When stratified by specialty, primary care clinicians working in physician-owned practices (267 of 356 physicians; weighted, 48 587 of 66 389 physicians [73.2%]) were significantly more satisfied with their EHR compared with their counterparts practicing in locations not owned by a physician (185 of 342 physicians; weighted, 39 441 of 64 786 physicians [60.9%]; P = .04) ( Figure , panel A). In addition, surgical clinicians in physician-owned vs non–physician-owned practices were significantly more likely to perceive that time spent on clinical documentation was appropriate (82 of 192 physicians; weighted, 21 073 of 43 110 physicians [48.9%] vs 38 of 105 physicians; weighted, 4428 of 16 226 physicians [27.3%]; P = .01) ( Figure , panel B) and to have staff support for documentation (106 of 191 physicians; weighted, 22 819 of 43 053 physicians [54.3%] vs 33 of 108 physicians; weighted, 4546 of 16 330 physicians [27.8%]; P = .006) ( Figure , panel C). Among surgical and medical specialists, EHR satisfaction did not vary significantly by ownership type; among primary care physicians or medical specialists, staff support for documentation and perceptions of the appropriateness of time spent on documentation did not vary significantly by ownership type.

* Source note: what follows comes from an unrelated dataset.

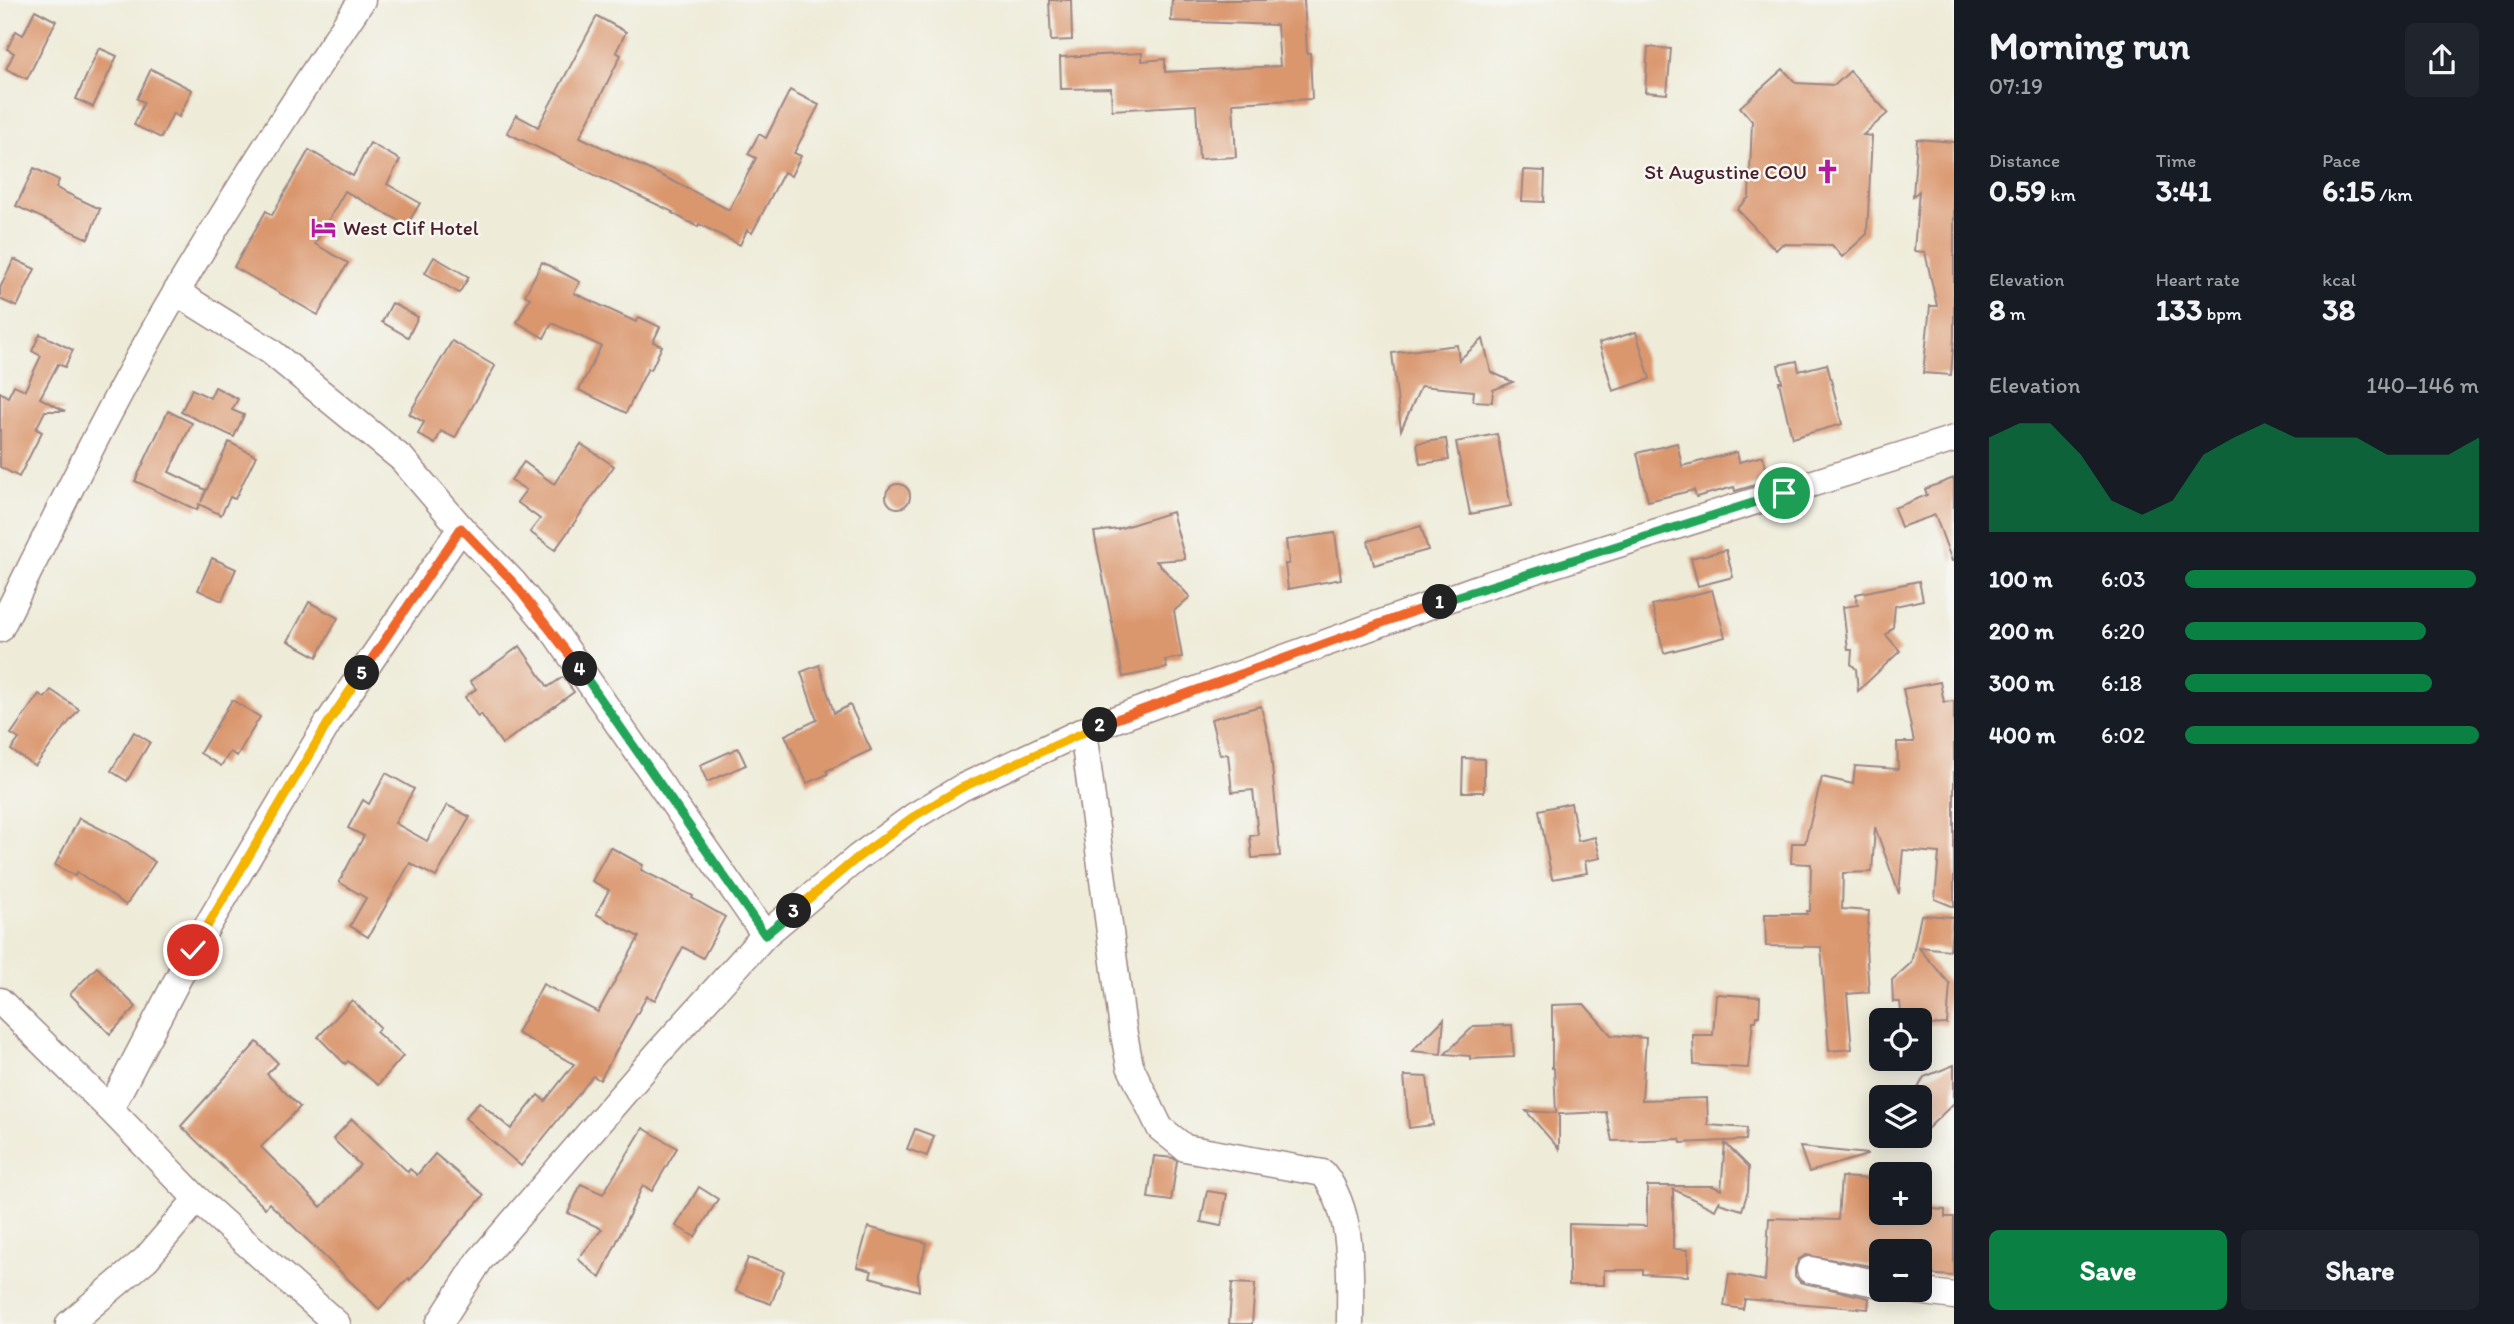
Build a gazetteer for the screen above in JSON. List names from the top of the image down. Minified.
{"places":{"church":["St Augustine COU"],"hotel":["West Clif Hotel"]},"page":{"heading":["Morning run","07:19"],"stats":[["Distance","0.59 km"],["Time","3:41"],["Pace","6:15 /km"],["Elevation","8 m"],["Heart rate","133 bpm"],["kcal","38"]],"chart":["Elevation","140–146 m"],"list":[{"name":"100 m","note":"6:03"},{"name":"200 m","note":"6:20"},{"name":"300 m","note":"6:18"},{"name":"400 m","note":"6:02"}],"pins":["1","4","5","2","3"],"map_buttons":["+","−"],"buttons":["Save","Share"]}}
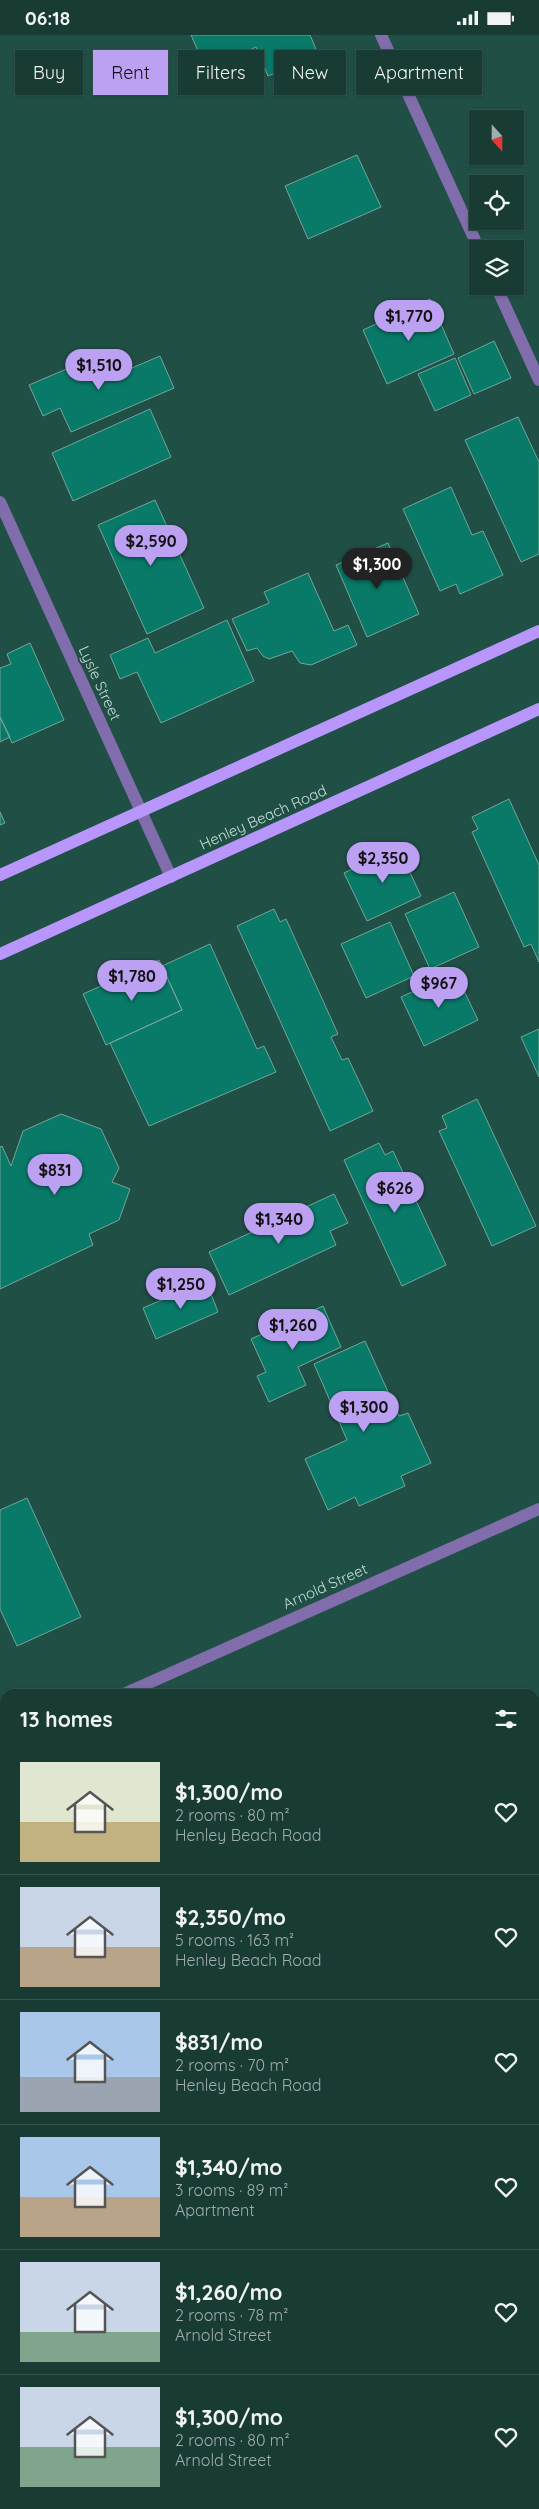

Electronic Health Record (EHR) Satisfaction, Staff Support, and Documentation Perceptions for Physician-Owned vs Non–Physician-Owned Practices, Stratified by Specialty
In multivariable analysis adjusted for physician specialty and ACO status, significant differences in EHR satisfaction persisted among physicians working in physician-owned vs non–physician-owned practices ( Table 4 ). Those working in physician-owned practices were more likely to be satisfied with their EHR than their counterparts working in non–physician-owned practices (odds ratio [OR], 1.60; 95% CI, 1.10-2.32; P = .01). Practice size and EHR vendor were collinear with ownership categories; thus, they were not included as control variables in our main multivariable analyses. Although there were differences in EHR satisfaction by vendor (eTable 1 in the Supplement), the significant association between ownership type and EHR satisfaction persisted after adjustment for EHR vendor (eTable 2 in the Supplement), both in our main model (OR, 2.16; 95% CI, 1.36-3.43; P = .001) and in models adjusting for additional covariates (eg, adjusted for ownership type, EHR vendor, specialty, ACO status, and practice size: OR, 2.29; 95% CI, 1.42-3.68; P = .001). Perceptions of time spent on documentation and staff support for documentation partially explained the association between ownership type and EHR satisfaction, with respondents from physician-owned practices more likely to be satisfied than respondents from non–physician-owned practices after adjustment for each of these differences ( Table 4 ).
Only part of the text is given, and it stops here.